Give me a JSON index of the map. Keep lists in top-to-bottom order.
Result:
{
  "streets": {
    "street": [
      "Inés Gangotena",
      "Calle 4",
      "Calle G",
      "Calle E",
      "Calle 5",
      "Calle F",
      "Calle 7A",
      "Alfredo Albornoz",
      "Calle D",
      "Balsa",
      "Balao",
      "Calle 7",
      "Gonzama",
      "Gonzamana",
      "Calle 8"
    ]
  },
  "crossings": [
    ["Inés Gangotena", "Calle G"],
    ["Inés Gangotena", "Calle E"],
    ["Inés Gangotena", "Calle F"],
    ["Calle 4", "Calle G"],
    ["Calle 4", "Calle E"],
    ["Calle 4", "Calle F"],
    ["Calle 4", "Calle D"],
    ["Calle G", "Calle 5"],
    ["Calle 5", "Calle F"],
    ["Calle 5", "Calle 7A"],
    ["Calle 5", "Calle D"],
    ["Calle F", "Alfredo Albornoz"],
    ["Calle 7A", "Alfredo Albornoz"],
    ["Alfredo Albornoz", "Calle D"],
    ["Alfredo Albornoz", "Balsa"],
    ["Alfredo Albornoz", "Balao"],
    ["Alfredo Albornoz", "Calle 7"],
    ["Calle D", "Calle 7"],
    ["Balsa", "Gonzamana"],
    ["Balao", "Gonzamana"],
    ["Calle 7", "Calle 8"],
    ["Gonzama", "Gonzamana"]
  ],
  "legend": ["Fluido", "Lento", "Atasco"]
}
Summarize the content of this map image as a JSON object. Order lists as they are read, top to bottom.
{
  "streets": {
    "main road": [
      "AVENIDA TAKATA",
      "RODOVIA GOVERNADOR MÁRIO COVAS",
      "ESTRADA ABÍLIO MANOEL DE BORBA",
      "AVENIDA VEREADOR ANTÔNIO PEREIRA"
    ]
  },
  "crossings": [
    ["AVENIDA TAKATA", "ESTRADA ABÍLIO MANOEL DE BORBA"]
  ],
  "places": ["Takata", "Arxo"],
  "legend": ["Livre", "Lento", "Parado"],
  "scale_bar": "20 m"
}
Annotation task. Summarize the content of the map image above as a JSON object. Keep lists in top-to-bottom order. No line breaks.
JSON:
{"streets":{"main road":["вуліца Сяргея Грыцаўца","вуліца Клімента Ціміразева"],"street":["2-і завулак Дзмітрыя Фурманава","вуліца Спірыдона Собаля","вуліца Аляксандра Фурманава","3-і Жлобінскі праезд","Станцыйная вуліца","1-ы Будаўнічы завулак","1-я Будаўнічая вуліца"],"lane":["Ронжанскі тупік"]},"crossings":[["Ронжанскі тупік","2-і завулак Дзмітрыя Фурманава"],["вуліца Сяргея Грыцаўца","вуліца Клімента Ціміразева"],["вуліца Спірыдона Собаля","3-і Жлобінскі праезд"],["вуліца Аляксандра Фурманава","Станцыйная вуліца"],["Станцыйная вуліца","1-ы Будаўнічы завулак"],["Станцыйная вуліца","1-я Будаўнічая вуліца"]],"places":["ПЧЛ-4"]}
──────────
**Description of the task:** Check each line of the data for "legend". Copy the lines where it turns up.

**Solution below:**
  "legend": ["Fluido", "Lento", "Atasco"]
  "legend": ["Livre", "Lento", "Parado"],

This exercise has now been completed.